There’s been a lot of talk lately in the media about Mormonism and racism, and it’s not entirely unjustified: in each of our standard works, we still have evidence of times when righteous people felt superior to others on the basis of differences in language or skin color. And among some Latter-day Saints today, similar attitudes persist.

But here’s the thing: my grandma knows Spanish largely because of callings issued by Brigham Young a hundred and fifty years or so ago. She married a Punjabi guy over the objections of Arizona state law but with her father’s firm support because her dad knew my grandpa was a faithful member of the church, and her dad’s confidence in their shared faith was stronger than any possible doubts about race or culture. My Gill grandparents and their descendants speak a total of eighteen languages to date, and have talked about the same unifying gospel in each of those tongues. Two of my half-Punjabi uncles are LDS bishops in England now. Yes: through the LDS church, the sons of a man born under British colonial rule are spiritual leaders in Britain.

And it’s not just my family. Mormonism has been a great source of strength for people of many backgrounds, and has helped bridge or call into question ethnic and racial divides at least as often (and probably much more often) over the past hundred and eighty years than it has reinforced them.

So what’s a writer to do? How do we write productively about race in a Mormon context?

I enjoyed how Richard Dutcher dealt with racial issues in his missionary movies: acknowledging the existence of racial tensions and concerns, but also giving us non-white characters who have a clear sense of belonging in and benefit from their membership in the church. I also enjoyed Paul Rawlins’ “The Garden” (available in Dispensation: Latter-day Fictions), which offers us a white missionary both excited and terrified by people in the townships of South Africa, and a religious (not Mormon) black South African man who makes choices situated in his own difficult family experiences and powerful Christian faith. And I enjoy Scott Hales’ very short story “Album” which acknowledges cultural tension within the church but doesn’t inflate that tension into a disproportionately central conflict in the character’s life.

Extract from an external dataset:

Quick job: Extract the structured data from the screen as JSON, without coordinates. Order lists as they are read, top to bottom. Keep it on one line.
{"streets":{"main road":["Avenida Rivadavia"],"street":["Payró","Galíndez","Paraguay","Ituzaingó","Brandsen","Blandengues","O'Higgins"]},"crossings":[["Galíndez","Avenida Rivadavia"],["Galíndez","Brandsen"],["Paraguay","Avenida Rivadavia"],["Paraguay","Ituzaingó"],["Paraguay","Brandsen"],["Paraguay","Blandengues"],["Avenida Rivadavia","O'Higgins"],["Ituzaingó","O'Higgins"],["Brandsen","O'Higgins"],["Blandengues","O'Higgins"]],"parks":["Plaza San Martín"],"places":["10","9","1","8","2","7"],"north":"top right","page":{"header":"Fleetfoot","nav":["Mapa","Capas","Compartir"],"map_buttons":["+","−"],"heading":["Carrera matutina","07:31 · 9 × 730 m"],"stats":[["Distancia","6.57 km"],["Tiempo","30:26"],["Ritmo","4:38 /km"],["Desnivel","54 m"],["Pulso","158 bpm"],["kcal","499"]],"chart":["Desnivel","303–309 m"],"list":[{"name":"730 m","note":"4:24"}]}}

Not all well-intentioned recent Mormon Lit is successful, though. I was really bothered by Todd Robert Peterson’s “Quietly” (also available in Dispensation), for example, because I felt like the early parts of the story were a vehicle for the white American author’s concerns about race rather than probable motivating concerns of an actual elder from Zimbabwe. It also reduced its central character to those concerns: we see him resenting white church leaders, feeling disconnected from “white prayers,” and wryly noting that General Conference spends more time on the suffering of the pioneers than discussing Hutu-Tutsi violence in Rwanda, but we don’t ever see why he joined the church or what strength he is currently finding in it (and we don’t find out anything, really, about the secondary African female LDS character as a person, though we do get a bizarre, exoticized, Western-myth-reference description of her as an object of desire). I can see how an author like Peterson would feel like he was making an important contribution by not being afraid to engage with racial issues…but he doesn’t end up offering us a productive way to talk about culture and race.

Arianne Cope’s “White Shell,” yet another story in Dispensation, is better in that it gives detailed descriptions of how its protagonist’s Navajo assumptions create misunderstandings and tensions with her white American host family as she participates in the church placement program. But the story stacks the deck rhetorically by making the protagonist atypically young (age seven rather than a high school student) for the actual, historical placement program and by focusing on racially problematic scriptures and cultural beliefs without sharing much about the larger frame of the gospel. So while the detailed discussion of conflicting cultural assumptions makes “White Shell” a far more productive talking point than “Quietly,” the tone of racial indictment still ends up reducing a Native American experience of Mormonism to one dominated by racism rather than a more complex, holistic and realistic experience.

I am bothered by each story I think, because in trying to raise awareness about racism in the church, each implicitly asserts that ours is an essentially white faith, and that ethnicity and Mormon identity are in inevitable competition with each other.

That is not the case, and I think it’s very harmful to believe it is the case.

The church doesn’t keep statistics on race (and in a worldwide church, it’s unclear in any case whose version of race you’d use to measure), but if you add up membership by country, it seems likely that “non-white” members outnumber “white” members today. With so many people from so many cultural backgrounds making lives in the church, I think we need more works that show how people successfully make multicultural lives in the church and fewer writers who focus on making a case for white guilt.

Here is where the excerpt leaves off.